Data supplied:

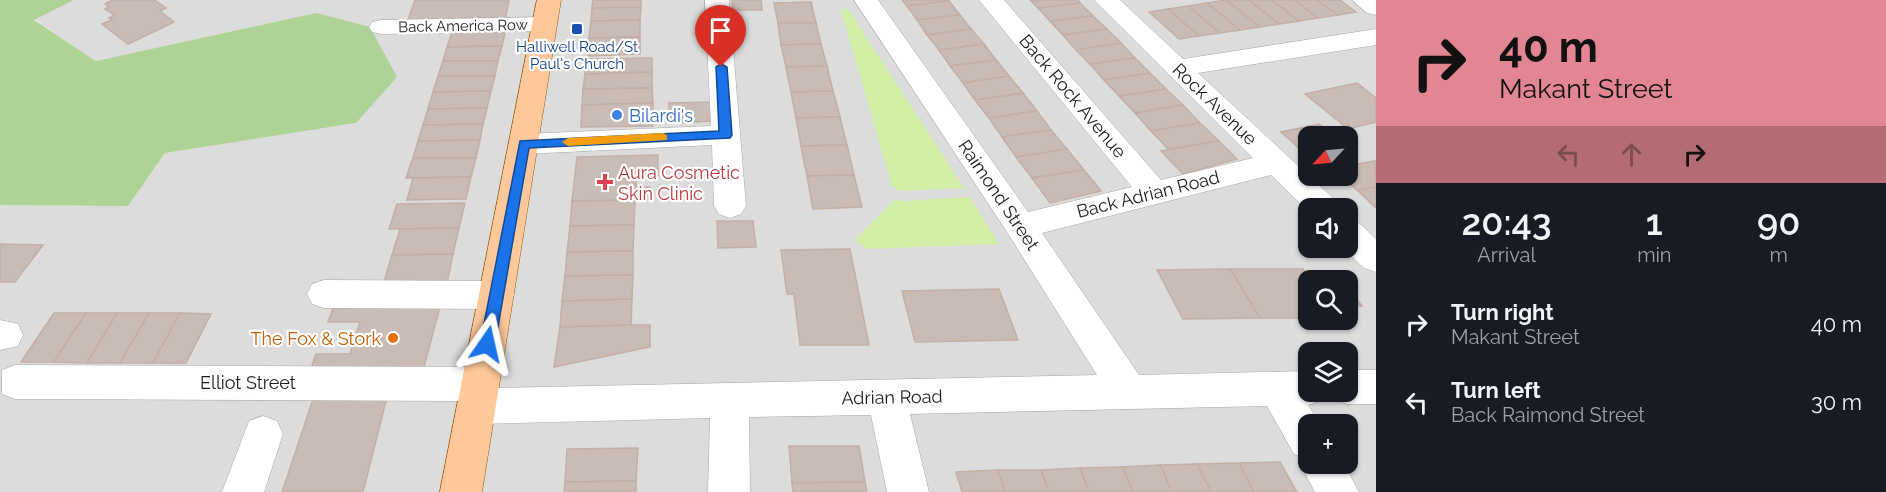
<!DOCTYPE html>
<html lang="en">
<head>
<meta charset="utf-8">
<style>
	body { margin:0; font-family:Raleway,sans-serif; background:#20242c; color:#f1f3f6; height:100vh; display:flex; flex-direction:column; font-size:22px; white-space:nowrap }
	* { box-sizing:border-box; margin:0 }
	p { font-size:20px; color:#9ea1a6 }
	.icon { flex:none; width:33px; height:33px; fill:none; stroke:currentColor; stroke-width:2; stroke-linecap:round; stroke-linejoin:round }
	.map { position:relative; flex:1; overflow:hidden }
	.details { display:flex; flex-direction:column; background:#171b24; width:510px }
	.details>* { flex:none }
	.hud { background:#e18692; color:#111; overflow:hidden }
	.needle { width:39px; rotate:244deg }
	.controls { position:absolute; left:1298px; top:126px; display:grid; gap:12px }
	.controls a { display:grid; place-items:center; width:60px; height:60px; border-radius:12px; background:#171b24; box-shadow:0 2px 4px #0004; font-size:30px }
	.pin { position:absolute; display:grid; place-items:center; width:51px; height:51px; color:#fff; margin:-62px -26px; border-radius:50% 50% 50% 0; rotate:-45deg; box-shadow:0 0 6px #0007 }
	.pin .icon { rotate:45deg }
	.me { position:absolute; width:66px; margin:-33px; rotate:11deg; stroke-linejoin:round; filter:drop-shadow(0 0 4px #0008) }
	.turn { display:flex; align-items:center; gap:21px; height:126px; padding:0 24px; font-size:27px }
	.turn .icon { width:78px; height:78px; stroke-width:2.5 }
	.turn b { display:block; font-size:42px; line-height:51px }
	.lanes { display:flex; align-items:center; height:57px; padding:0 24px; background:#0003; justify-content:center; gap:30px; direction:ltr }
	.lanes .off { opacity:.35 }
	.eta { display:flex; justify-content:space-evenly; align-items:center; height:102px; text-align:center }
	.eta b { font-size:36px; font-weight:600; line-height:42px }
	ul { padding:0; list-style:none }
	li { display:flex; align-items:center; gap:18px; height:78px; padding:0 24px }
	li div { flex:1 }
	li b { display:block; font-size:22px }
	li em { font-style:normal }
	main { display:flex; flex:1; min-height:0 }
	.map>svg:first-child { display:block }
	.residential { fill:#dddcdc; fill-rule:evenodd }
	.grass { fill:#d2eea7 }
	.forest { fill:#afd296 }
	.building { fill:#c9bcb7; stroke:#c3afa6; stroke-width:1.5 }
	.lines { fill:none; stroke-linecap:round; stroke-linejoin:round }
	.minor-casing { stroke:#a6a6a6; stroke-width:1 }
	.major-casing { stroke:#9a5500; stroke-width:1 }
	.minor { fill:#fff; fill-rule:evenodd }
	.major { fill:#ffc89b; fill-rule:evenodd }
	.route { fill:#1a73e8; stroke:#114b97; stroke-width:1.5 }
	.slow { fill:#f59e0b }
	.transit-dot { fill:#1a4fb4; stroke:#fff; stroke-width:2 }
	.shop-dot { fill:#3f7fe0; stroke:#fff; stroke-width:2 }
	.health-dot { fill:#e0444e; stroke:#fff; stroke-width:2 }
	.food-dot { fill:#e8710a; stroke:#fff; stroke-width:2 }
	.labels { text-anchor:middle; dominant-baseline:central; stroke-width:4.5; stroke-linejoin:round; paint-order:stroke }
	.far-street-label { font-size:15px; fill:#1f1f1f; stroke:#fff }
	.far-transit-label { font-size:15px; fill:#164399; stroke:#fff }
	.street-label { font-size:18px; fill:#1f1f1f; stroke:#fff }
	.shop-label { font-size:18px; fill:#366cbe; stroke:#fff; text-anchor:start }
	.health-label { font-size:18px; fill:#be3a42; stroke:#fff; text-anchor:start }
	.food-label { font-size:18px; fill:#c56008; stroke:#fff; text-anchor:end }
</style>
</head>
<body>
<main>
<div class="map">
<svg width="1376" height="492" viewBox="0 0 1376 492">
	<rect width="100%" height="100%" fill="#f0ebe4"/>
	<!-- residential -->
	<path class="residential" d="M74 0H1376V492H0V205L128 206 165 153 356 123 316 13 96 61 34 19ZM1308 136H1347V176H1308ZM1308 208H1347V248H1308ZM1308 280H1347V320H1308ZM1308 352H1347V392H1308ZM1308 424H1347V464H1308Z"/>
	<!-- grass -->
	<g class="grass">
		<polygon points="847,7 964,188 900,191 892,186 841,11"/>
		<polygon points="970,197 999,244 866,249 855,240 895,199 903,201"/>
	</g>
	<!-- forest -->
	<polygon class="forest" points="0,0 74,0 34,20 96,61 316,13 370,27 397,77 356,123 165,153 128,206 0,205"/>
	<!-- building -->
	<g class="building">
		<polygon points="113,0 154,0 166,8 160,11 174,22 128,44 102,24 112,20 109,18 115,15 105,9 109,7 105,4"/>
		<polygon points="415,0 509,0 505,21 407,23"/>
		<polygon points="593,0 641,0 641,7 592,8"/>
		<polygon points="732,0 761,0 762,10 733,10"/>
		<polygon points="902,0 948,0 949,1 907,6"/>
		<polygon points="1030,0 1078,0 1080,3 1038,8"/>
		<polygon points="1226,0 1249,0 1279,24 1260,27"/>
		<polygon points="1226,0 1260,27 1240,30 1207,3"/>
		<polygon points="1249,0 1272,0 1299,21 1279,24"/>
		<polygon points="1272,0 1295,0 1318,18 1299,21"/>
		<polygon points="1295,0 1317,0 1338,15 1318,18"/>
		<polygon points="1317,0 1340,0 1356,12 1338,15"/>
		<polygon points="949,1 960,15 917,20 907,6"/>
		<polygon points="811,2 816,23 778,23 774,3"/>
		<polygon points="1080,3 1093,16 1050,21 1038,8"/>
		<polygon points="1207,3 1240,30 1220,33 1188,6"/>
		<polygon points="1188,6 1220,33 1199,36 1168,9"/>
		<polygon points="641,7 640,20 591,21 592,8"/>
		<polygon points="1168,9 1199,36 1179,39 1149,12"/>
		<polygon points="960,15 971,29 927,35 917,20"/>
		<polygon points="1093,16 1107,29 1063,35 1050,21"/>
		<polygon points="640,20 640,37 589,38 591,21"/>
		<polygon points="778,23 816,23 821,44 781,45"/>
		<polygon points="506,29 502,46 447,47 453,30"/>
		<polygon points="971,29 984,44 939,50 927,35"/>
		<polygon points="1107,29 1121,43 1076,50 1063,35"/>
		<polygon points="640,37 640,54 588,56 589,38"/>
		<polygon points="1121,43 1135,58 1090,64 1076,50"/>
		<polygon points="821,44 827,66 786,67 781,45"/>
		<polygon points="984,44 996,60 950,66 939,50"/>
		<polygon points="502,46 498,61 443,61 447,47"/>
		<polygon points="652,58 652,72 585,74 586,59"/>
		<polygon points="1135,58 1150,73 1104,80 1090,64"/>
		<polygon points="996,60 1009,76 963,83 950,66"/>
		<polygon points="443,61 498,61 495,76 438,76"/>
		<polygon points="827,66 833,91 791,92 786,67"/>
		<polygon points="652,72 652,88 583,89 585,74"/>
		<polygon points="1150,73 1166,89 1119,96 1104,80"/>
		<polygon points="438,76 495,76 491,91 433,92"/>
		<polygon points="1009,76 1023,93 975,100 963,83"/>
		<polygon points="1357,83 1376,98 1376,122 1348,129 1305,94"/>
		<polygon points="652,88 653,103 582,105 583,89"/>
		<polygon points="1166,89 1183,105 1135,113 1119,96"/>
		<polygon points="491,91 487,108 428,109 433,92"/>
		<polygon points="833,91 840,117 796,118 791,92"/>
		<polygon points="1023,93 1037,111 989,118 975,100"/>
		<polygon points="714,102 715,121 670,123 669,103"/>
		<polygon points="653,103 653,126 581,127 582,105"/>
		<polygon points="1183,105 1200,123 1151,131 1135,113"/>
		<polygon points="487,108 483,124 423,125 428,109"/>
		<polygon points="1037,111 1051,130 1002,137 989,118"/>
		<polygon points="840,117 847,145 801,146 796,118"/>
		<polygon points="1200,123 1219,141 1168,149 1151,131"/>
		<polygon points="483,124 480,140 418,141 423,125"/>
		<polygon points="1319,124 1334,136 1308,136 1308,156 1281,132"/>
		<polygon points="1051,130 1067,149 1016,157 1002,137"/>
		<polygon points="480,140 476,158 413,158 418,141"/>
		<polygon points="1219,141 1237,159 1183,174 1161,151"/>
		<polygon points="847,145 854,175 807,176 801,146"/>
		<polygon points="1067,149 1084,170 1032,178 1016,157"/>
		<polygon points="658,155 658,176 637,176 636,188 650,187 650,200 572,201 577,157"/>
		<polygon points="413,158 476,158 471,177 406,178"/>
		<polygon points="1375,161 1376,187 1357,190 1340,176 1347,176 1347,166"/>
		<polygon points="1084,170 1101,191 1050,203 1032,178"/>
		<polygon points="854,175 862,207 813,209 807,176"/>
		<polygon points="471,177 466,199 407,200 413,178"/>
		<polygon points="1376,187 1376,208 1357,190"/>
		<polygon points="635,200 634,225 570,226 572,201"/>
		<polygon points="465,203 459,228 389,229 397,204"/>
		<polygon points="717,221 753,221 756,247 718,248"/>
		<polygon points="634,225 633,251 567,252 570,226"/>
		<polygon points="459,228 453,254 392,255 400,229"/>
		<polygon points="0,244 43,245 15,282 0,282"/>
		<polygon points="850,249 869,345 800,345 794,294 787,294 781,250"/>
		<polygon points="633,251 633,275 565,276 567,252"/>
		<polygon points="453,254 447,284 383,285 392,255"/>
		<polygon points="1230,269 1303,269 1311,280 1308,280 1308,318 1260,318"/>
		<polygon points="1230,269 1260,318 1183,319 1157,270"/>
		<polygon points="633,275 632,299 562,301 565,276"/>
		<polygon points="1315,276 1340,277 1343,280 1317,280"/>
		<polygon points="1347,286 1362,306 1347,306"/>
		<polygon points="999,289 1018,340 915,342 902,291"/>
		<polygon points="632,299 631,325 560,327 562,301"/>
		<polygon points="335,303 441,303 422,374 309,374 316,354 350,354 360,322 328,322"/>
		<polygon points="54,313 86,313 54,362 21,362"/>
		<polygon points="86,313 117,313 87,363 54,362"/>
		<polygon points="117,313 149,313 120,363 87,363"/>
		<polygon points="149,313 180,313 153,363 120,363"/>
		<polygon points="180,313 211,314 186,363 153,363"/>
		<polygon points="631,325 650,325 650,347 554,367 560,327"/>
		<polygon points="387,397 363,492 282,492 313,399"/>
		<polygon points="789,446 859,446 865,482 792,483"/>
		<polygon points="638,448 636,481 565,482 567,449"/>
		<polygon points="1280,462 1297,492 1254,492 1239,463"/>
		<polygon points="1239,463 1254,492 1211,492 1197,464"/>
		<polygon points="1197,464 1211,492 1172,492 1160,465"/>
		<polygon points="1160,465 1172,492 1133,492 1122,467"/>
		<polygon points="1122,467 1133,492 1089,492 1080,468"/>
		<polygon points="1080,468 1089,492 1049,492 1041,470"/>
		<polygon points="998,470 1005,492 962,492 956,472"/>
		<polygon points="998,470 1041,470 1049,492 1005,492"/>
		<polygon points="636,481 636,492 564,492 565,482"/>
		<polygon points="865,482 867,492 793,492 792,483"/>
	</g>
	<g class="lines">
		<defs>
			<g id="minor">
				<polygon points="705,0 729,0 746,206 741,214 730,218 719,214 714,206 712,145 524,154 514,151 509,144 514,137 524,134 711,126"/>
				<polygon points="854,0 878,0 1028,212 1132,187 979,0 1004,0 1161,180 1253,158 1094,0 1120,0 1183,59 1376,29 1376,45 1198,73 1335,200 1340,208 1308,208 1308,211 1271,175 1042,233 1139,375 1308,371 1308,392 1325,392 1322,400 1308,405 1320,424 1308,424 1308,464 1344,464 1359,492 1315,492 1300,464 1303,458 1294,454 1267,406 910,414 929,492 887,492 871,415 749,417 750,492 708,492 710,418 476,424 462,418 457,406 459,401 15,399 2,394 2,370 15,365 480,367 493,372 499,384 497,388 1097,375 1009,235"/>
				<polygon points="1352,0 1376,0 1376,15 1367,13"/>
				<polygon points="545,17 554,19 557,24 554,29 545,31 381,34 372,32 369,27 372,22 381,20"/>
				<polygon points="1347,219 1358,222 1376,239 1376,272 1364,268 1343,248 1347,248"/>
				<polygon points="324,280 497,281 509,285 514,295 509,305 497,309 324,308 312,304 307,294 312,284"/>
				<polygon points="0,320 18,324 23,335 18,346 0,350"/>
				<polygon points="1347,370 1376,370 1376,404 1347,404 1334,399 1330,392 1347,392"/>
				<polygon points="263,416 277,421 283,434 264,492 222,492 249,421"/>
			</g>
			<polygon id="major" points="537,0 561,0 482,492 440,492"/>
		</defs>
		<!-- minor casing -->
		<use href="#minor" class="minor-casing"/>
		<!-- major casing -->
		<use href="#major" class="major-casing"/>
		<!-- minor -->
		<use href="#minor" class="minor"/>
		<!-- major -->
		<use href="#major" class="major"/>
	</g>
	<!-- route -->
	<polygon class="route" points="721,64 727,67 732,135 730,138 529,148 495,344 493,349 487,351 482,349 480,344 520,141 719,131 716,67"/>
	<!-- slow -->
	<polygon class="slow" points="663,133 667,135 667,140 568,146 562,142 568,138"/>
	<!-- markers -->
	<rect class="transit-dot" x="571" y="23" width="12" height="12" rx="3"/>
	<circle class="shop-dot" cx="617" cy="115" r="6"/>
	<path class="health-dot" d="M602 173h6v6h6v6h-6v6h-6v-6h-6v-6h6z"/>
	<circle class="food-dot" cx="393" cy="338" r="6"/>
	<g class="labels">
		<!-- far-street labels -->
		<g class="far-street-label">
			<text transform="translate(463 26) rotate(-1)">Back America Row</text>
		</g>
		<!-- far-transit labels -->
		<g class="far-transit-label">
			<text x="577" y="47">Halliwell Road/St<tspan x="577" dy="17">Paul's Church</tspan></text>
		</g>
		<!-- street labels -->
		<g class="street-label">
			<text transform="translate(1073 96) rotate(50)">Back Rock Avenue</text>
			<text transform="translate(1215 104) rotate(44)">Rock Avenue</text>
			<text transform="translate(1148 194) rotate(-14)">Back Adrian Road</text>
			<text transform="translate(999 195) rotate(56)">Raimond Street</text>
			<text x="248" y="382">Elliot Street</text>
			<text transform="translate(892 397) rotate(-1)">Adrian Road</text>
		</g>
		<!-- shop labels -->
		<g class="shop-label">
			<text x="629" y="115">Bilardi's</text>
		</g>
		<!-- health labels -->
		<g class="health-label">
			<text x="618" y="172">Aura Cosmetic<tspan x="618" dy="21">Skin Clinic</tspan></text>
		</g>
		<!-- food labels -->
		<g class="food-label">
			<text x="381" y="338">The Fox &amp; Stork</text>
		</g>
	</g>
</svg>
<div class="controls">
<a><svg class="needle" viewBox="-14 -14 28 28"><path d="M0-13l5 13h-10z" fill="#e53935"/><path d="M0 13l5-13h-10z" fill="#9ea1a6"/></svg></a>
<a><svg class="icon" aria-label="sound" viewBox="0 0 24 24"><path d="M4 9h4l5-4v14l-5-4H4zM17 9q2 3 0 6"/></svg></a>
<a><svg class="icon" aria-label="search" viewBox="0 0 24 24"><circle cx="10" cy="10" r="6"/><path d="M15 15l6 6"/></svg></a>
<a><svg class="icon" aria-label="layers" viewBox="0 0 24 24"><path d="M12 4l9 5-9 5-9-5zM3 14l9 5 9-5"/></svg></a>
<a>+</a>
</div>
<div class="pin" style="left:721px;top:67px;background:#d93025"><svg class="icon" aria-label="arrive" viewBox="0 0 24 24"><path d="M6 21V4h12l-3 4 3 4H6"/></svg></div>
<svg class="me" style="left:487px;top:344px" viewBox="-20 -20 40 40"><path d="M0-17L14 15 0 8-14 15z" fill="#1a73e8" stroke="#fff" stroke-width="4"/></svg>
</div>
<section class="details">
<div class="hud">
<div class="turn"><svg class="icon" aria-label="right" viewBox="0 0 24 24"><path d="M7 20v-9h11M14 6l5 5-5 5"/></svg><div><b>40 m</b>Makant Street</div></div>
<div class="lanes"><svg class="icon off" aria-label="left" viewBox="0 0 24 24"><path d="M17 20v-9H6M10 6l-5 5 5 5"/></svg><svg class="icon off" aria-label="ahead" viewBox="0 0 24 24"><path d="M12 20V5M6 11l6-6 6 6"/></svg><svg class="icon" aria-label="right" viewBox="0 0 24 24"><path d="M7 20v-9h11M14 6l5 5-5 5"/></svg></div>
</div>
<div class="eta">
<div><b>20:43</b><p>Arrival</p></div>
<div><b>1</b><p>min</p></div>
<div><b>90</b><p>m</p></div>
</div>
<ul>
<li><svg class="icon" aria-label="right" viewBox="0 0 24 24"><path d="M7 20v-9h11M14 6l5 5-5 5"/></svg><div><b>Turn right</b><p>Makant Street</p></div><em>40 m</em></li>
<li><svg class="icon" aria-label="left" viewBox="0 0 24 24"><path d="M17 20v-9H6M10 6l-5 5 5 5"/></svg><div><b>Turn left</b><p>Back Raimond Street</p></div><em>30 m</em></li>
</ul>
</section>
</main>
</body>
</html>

Instructions to follow:
Return a copy of each line in the entries that carries the string "controls".

Worked solution:
	.controls { position:absolute; left:1298px; top:126px; display:grid; gap:12px }
	.controls a { display:grid; place-items:center; width:60px; height:60px; border-radius:12px; background:#171b24; box-shadow:0 2px 4px #0004; font-size:30px }
<div class="controls">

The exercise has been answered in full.